_imagecache_apply_action(): Explicitly receive $image by ref?

Garrett Albright - November 4, 2009 - 23:45
Project:ImageCache
Version:6.x-2.0-beta10
Component:Code
Category:feature request
Priority:normal
Assigned:Unassigned
Status:needs review
Description

I created an ImageCache action that, when run, replaces the image file it acts upon with an entirely new image. (Needless to say this is part of a rather epic kludge.) It looks kind of like this:

<?php
function pirets_fetch_image(&$image, $data) {
 
// Replace the image…
 
$image = imageapi_image_open($image->source);
  return
TRUE;
}
?>

…But it wasn't working. It kept behaving as if the original image were being passed on to the next action. I investigated ImageCache's code, and noticed that the signature for the function that actually finds and calls the action functions looks like…

<?php
function _imagecache_apply_action($action, $image) {
// Do stuff, and return a boolean.
}
?>

Given this, I was stumped as to why ImageCache ever worked at all, given as how there doesn't seem to be any way that the modifications to the $image object are persistent. Then, after much confusion, I finally remembered PHP's bizarre handling of objects passed to functions, and how if they're not explicitly received by reference, they're received by reference anyway, but only kind of…

Anyway, by just adding a & before $image, as this patch does, my action worked as expected.
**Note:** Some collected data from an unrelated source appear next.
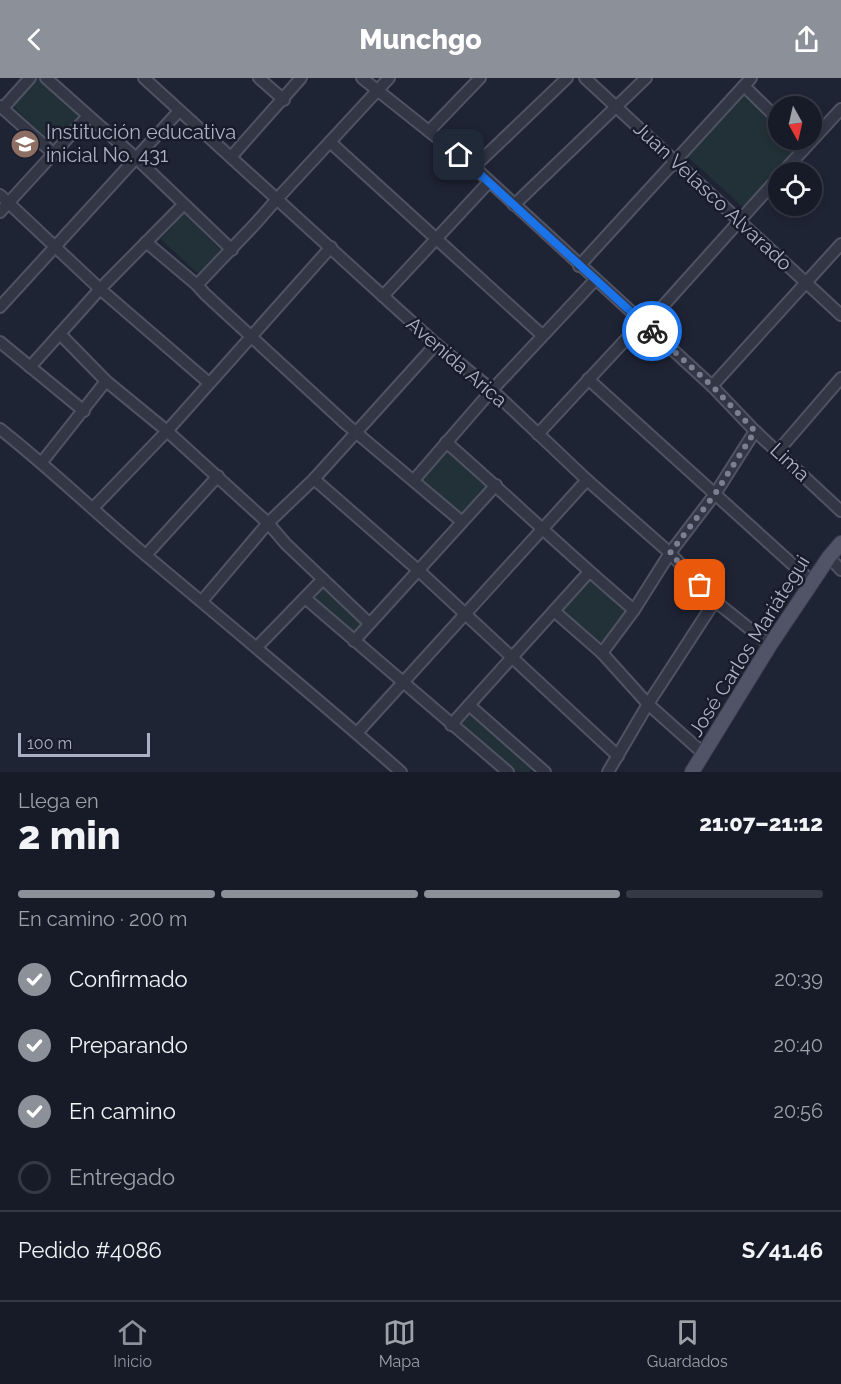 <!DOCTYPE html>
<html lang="es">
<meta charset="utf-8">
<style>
:root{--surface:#171b28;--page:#242834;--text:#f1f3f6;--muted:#9ea1a8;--line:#363945;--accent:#8c9099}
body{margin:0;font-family:Raleway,sans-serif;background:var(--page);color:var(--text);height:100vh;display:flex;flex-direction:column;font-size:22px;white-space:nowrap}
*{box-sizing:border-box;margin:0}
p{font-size:20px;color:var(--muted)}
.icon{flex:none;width:33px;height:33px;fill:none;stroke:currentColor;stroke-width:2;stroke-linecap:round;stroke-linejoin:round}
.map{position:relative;height:694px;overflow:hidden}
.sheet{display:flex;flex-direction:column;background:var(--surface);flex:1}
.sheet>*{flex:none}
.needle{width:39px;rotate:172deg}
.fabs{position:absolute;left:768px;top:18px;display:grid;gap:12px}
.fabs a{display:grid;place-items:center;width:54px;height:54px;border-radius:50%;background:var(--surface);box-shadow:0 3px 9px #0003,0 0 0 2px var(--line);font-size:30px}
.scale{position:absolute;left:18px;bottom:15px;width:132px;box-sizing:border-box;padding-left:6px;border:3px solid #acb0c3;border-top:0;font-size:16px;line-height:21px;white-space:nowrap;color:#acb0c3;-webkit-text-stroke:4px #181b2a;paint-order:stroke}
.pin{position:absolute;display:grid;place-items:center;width:51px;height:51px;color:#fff;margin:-26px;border-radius:12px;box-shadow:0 3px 9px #0006}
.courier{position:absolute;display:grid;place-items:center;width:60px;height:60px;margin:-30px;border:4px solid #1a73e8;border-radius:50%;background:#fff;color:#222;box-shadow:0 2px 8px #0007}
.summary em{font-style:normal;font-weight:800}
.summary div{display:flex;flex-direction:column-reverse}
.summary{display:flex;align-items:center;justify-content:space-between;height:102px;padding:0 18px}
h1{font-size:39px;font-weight:800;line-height:45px}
.bar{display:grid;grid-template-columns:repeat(4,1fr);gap:9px 6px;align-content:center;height:72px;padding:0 18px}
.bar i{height:8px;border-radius:4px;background:var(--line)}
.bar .on{background:var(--accent)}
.bar p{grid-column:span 4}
.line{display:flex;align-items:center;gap:15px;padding:0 18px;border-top:2px solid var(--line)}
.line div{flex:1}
ol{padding:0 18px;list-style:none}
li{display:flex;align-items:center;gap:18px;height:66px}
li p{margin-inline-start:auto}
li .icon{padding:6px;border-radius:50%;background:var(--accent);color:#fff;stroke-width:4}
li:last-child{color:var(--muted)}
li i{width:33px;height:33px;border:3px solid var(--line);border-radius:50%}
header{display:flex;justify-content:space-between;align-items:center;height:78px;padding:0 18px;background:var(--accent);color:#fff;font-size:27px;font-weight:800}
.tabs{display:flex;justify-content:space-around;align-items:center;height:84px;border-top:2px solid var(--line);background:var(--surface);font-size:16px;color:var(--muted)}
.tabs a{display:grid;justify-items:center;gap:3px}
.tabs .on{color:var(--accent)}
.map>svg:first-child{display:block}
</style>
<header><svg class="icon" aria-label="back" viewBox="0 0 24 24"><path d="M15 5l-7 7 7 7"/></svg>Munchgo<svg class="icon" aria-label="share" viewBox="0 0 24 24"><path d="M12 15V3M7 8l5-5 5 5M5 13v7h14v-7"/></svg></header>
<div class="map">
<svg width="841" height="694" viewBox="0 0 841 694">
<rect width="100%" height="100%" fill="#1f2435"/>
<g fill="#223137">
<path d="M35 0H40L81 38 56 66 53 67 12 27Z"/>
<path d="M743 15 778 49V62H792L798 67 743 129 687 78Z"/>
<path d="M184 136 221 172 198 196 161 161Z"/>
<path d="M447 369 490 407 461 438 419 399Z"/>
<path d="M588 501H591L625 530 627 535 605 567H601L563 534 562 530Z"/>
<path d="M329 504 367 538 352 555 313 521Z"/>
<path d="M469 631 534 688 529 694H514L455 645Z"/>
</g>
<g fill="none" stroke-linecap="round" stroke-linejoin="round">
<g stroke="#505364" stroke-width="14">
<g id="minor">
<path d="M46 0 136 80 232 172"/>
<path d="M144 0 383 218 436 266 492 312 587 402 670 475 715 523 770 567"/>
<path d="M259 0 284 22"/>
<path d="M362 0 474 89 712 308 755 353 841 433"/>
<path d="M585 0 841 237"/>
<path d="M744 8 778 41"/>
<path d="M0 28 54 76"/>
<path d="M3 30 30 0"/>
<path d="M429 53 480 0"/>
<path d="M330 64 542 257"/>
<path d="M231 79 301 0"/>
<path d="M474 89 567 0"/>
<path d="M783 94 841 31"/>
<path d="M0 117 100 211 209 305"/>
<path d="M514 127 646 0"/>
<path d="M0 134 88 38"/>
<path d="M146 164 197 207 205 216 346 346 461 443"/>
<path d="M579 188 751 0"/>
<path d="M197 207 256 145 277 121 389 0"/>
<path d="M383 218 489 104"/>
<path d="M0 229 179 33"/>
<path d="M646 247 778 100"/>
<path d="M60 256 106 303 167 353 268 445 286 466 369 545"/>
<path d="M0 264 84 333"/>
<path d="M30 289 100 211 183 127"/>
<path d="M588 301 812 504"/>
<path d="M712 308 841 166"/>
<path d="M0 351C51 391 98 437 148 479 233 550 318 621 401 694"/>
<path d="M538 356 642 244"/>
<path d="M446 364C509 419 570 478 634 532"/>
<path d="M778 373 841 300"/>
<path d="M42 384 106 303"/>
<path d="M314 401 418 492 618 678"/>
<path d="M414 402 492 312 595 202"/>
<path d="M93 430 167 353 331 169"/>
<path d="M146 477 218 398"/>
<path d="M829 479 841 492"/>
<path d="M305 520 508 694"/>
<path d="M202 523 268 445 314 401 436 266"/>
<path d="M554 533 602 575 648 626 704 676"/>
<path d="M354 563 496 407"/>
<path d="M257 569 323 501"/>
<path d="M602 575 634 532 670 475 715 416 755 353"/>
<path d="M469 627 545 694"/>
<path d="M451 647 589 494"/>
<path d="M357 655 587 402"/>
<path d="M608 694 648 626 715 523"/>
</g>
</g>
<g stroke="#3c3f4f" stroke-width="16">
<path id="major" d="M692 694 770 567 829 479 841 465"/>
</g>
<use href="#minor" stroke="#323645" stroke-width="10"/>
<use href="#major" stroke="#505466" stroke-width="14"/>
</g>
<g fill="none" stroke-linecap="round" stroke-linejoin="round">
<path stroke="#7b7f91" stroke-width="6" stroke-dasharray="0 10.8" d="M652 253 712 308 755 353 715 416 670 475 700 507"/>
<path stroke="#1a73e8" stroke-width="8" d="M459 77 652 253"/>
</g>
<defs>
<g id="school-disc" transform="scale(1.5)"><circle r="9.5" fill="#8d6e63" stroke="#181b2a"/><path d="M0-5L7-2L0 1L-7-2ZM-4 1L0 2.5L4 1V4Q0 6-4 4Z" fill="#fff"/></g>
</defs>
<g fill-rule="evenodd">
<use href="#school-disc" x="25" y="66"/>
</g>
<g text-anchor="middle" stroke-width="5" stroke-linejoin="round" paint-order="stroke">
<g font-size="20" fill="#acb0c3" stroke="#181b2a" text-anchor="start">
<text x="46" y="61">Institución educativa<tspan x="46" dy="23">inicial No. 431</tspan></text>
</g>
<g font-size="20" fill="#acb0c3" stroke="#181b2a">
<text transform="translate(713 118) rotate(43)" y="7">Juan Velasco Alvarado</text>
<text transform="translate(457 284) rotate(41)" y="7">Avenida Arica</text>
<text transform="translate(790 384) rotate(43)" y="7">Lima</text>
<text transform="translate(749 568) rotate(-58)" y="7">José Carlos Mariátegui</text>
</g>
</g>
</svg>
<div class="fabs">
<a><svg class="needle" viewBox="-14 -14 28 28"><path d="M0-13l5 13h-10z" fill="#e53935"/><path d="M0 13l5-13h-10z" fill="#9ea1a8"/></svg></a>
<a><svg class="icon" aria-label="locate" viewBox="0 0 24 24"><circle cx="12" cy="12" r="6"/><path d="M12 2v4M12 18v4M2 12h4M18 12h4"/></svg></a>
</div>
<div class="scale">100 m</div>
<div class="pin" style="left:700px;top:507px;background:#ea580c"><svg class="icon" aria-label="bag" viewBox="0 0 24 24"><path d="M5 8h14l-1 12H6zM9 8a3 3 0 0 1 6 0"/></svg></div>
<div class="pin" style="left:459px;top:77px;background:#1f2937"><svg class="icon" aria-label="home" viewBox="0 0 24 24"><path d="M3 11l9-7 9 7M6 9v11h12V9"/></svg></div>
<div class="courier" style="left:652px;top:253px"><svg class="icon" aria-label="bike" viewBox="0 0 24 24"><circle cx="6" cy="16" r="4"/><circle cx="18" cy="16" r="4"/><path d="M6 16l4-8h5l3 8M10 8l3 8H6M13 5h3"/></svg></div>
</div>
<section class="sheet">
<div class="summary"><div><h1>2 min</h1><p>Llega en</p></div><em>21:07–21:12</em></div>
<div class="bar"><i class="on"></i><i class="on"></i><i class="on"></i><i></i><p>En camino · 200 m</p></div>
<ol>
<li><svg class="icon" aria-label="check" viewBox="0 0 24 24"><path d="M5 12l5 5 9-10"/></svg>Confirmado<p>20:39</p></li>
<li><svg class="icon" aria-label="check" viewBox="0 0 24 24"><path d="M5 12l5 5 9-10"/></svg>Preparando<p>20:40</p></li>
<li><svg class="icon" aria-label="check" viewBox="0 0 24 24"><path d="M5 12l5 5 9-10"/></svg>En camino<p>20:56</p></li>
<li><i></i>Entregado</li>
</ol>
<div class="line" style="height:78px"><div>Pedido #4086</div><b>S/41.46</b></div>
</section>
<nav class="tabs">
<a class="on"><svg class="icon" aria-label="home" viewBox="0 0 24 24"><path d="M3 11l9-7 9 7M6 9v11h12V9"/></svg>Inicio</a>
<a><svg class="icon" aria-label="map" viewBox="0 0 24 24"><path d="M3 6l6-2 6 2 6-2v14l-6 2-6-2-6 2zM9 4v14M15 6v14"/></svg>Mapa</a>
<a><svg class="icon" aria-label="saved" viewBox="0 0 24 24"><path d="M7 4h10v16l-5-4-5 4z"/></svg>Guardados</a>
</nav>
I then un-hacked my hack to ImageCache's code and instead worked around it in my code by doing

<?php
$new_img
= imageapi_image_open($image->source);
$image->info = $new_img->info;
$image->resource = $new_img->resource;
?>

…but this one-character patch would make such silliness unnecessary, as well as make it more explicit to others reading the code just what is going on.

AttachmentSize
_imagecache_apply_action.patch446 bytes

#1

drewish - November 6, 2009 - 14:14

Odd because in PHP 5 objects should always be passed by reference...

#2

Garrett Albright - November 6, 2009 - 16:30

…But not really. It doesn't hold up if we try to replace the object instead of merely changing it.

<?php
$foo
= new stdClass();
$foo->bar = "baz";
change_it($foo);
var_dump($foo);
replace_it($foo);
var_dump($foo);


function
change_it($foo) {
 
$foo->qux = "quux";
}

function
replace_it($foo) {
 
$foo = new stdClass();
 
$foo->drupal = "rules";
}
?>

The execution:

TNL ~> php -f test.php
object(stdClass)#1 (2) {
  ["bar"]=>
  string(3) "baz"
  ["qux"]=>
  string(4) "quux"
}
object(stdClass)#1 (2) {
  ["bar"]=>
  string(3) "baz"
  ["qux"]=>
  string(4) "quux"
}

PHP is screwed up, yo.

#3

drewish - November 6, 2009 - 21:49

Yeah well you really shouldn't be replacing it. Just modify it.

#4

drewish - November 6, 2009 - 21:50

especially since i'm getting ready to remove a bunch of other byref's over on #623770: _imagecache_apply_action(): Explicitly receive $image by ref?

#5

Garrett Albright - November 6, 2009 - 23:52

Yeah well you really shouldn't be replacing it. Just modify it.

Are you speaking of the variable, or the image itself? If the latter, as I said, this is part of an epic kludge, but it's also the most elegant, least redundant-code-writing way to pull this off I've been able to deduce thus far.

As for #4, you seem to have linked to this same thread.